Öte yandan Zirve süresince gerçekleştirilen diğer seçimlerde, örgütün bünyesindeki sekiz komisyondan yedisinin komiseri belirlendi. Kırsal Ekonomi ve Tarım Komiseri’nin seçimi ise bu yılın Nisan ayının ilk haftası Tanzanya’da gerçekleştirilecek olan Bakanlar Konseyi Olağan Toplantısı’na bırakılırken, Kırsal Ekonomi ve Tarım Komiseri’nin seçiminde bölgesel ve cinsiyet dengesine bağlı kalınacağı ifade edildi. Söz konusu komisyonun seçimlerinde Doğu Afrika bölgesinden bir bayan aday seçilecek. Böylece sekiz komisyonun başında dörder bay ve bayan komiser bulunacak. Bu durumu, Afrika Birliği’nde bölgesel eşitliğin yanı sıra cinsiyet eşitliğine verilen önemin açık bir göstergesi olarak algılamak mümkündür.
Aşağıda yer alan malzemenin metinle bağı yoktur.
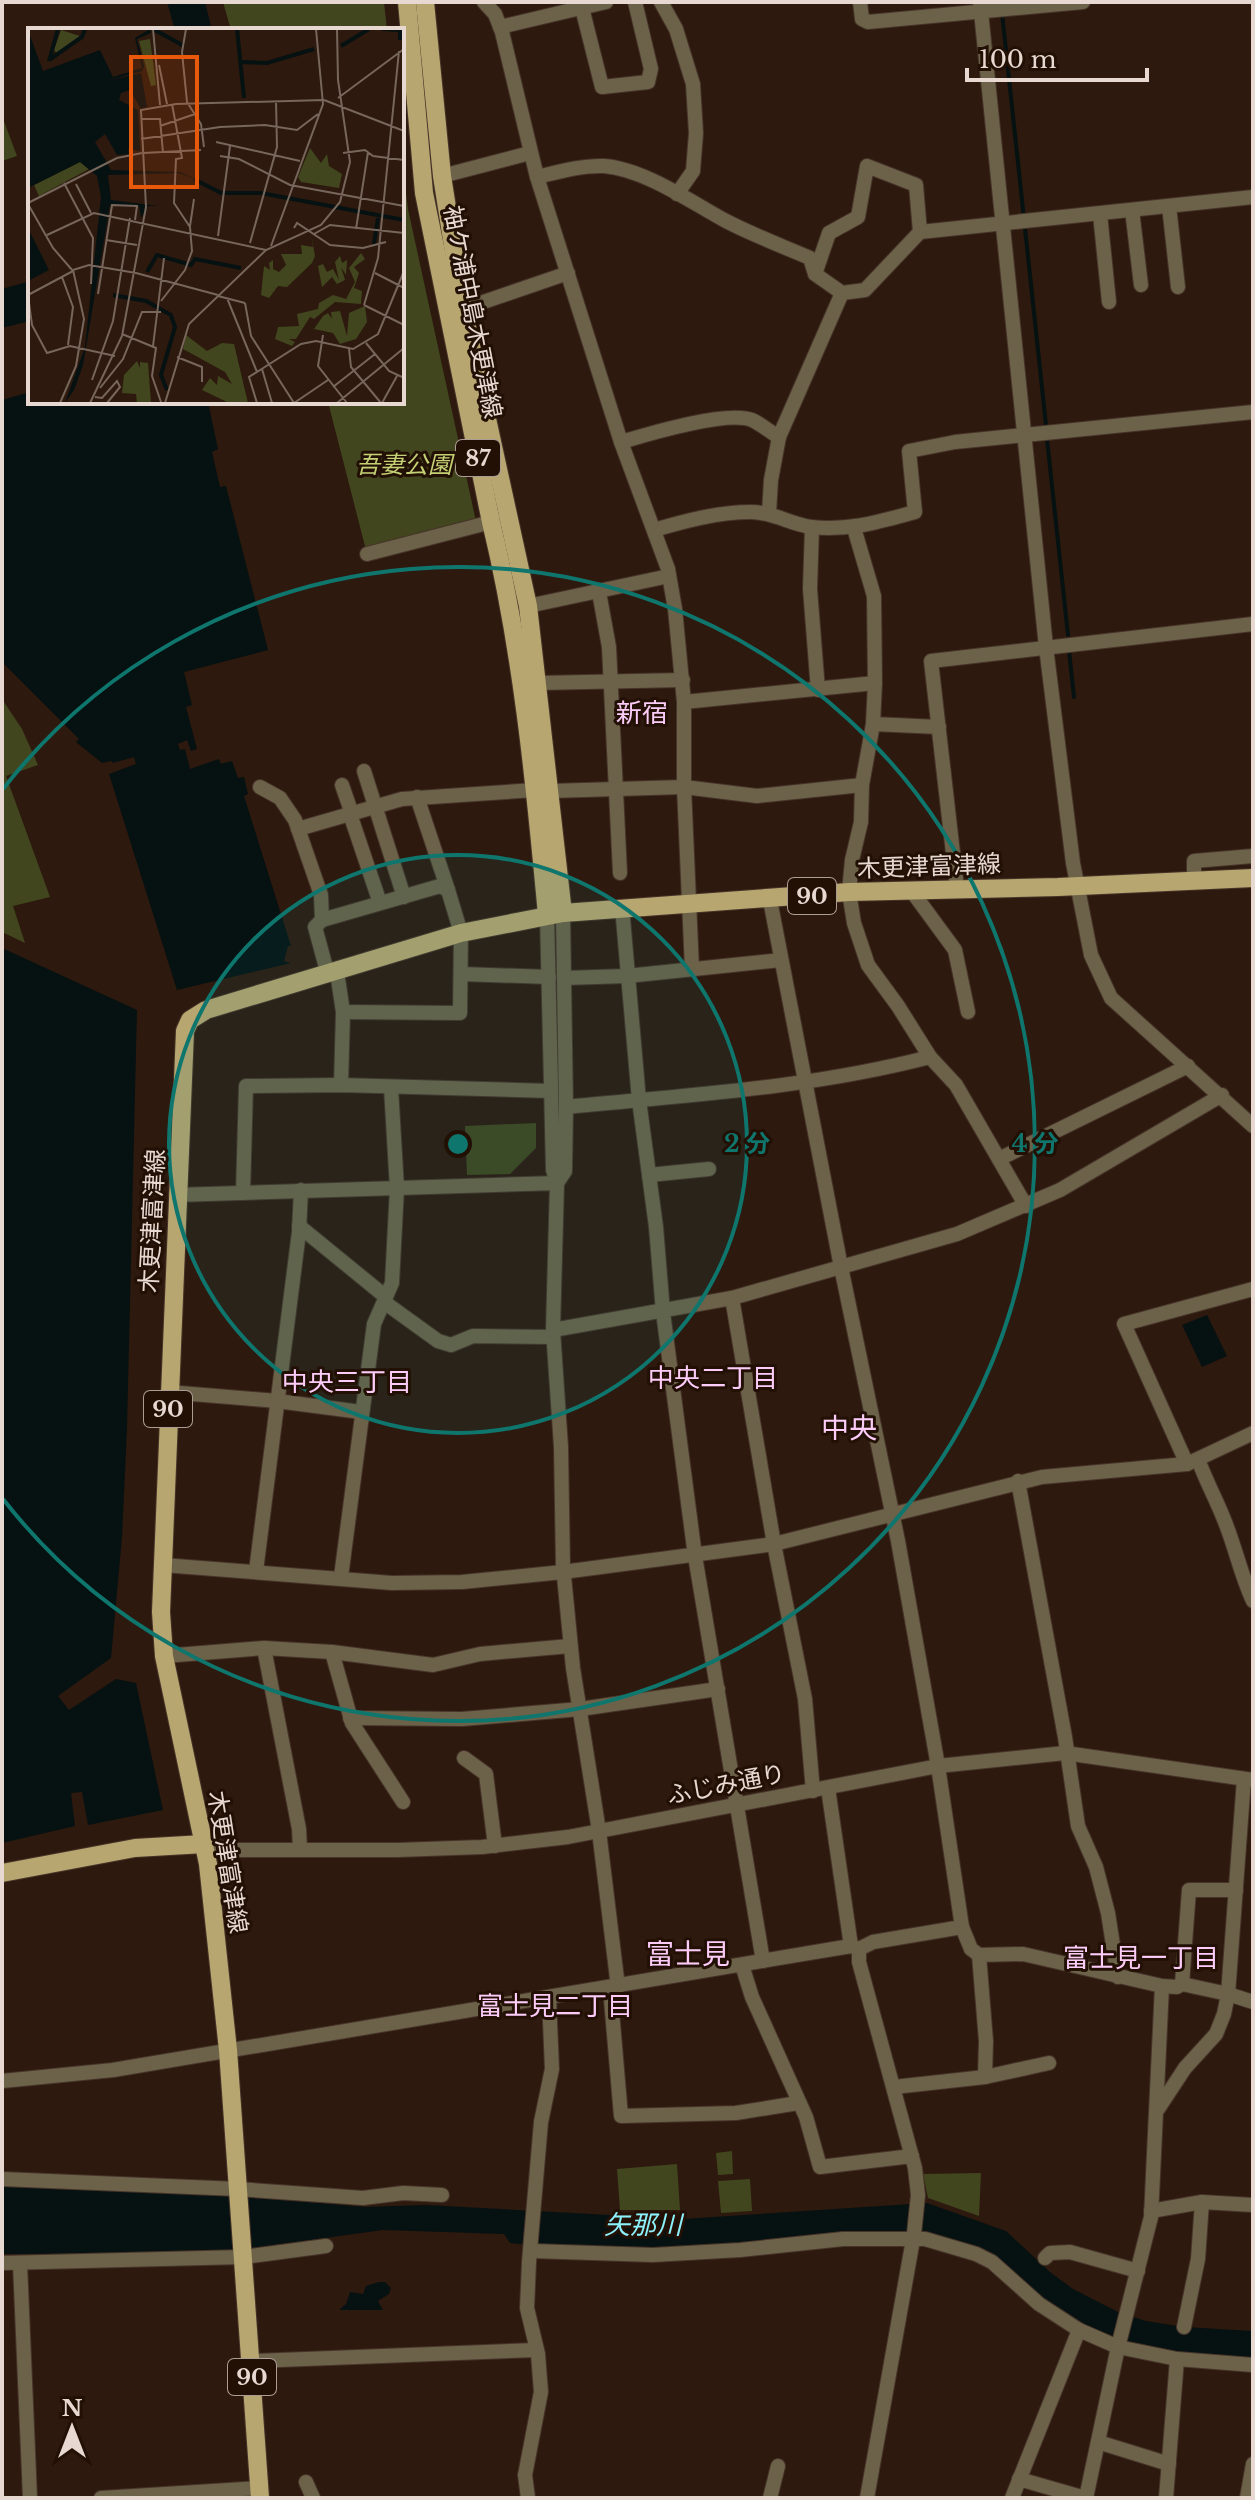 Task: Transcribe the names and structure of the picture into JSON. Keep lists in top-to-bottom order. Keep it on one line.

Zirve’nin yoğun gündeminde Afrika Birliği, CENSAD (Sahel- Sahra ülkeleri), ECOWAS (Batı Afrika Devletleri Ekonomik Topluluğu) ve IGAD (Hükümetler arası Kalkınma Otoritesi) arasında işbirliği bağlarının güçlendirilmesini ve faaliyetlerde daha iyi koordinasyonu amaçlayan bir “Mutakabat Zaptı” da imzalandı.
Afrika’nın sanayileşme politikalarının başarıya ulaşabilmesinde şüphesiz ekonomik dönüşümü sağlaması ve ürün çeşitliliğini arttırması büyük önem arz etmektedir. Bir diğer ifadeyle, sanayileşme politikaları, ürün çeşitliliği açısından Afrika’nın ihtiyaç duyduğu yeni ekonomik politikaların önemli bir kolunu oluşturmaktadır. Ancak Afrika’nın sanayileşme politikasının önünde bir takım engeller de bulunmaktadır. Özellikle kıtanın günümüzde sahip olduğu mukayeseli üstünlükler, küresel rekabette daha az önem arz etmekte ve bu nedenle ürün çeşitliliğini zorunlu kılmaktadır. Bunun yanı sıra kıtadaki teknolojinin eksikliği, dış teknolojiye olan bağımlılığı arttırmaktadır. Teknoloji planlaması, Afrika’nın kalkınma sürecinde en çok ihmal edilen konulardan birisi olurken, son dönemde ise en çok önem verilen konuların başında gelmektedir. Beyin göçü, özel sektörün zayıf olması, altyapı konusunda yüksek maliyetlere duyulan gereksinim ve rekabet gücünün, dünya geneliyle kıyaslandığında son derece düşük olması, Afrika’nın önündeki diğer önemli sorunlar olarak görünmektedir.
Özetle, Afrika’nın sanayileşme sürecinde önemli adımlar atarak dış ticaretteki payını arttırabilmesi, kıta ülkelerine yapılan dış yardımlardan daha büyük önem arz etmektedir ve Afrika Birliği de bu bilinçle “sınai kalkınma” konusunda kararlı adımların atılacağını vurgulamaktadır.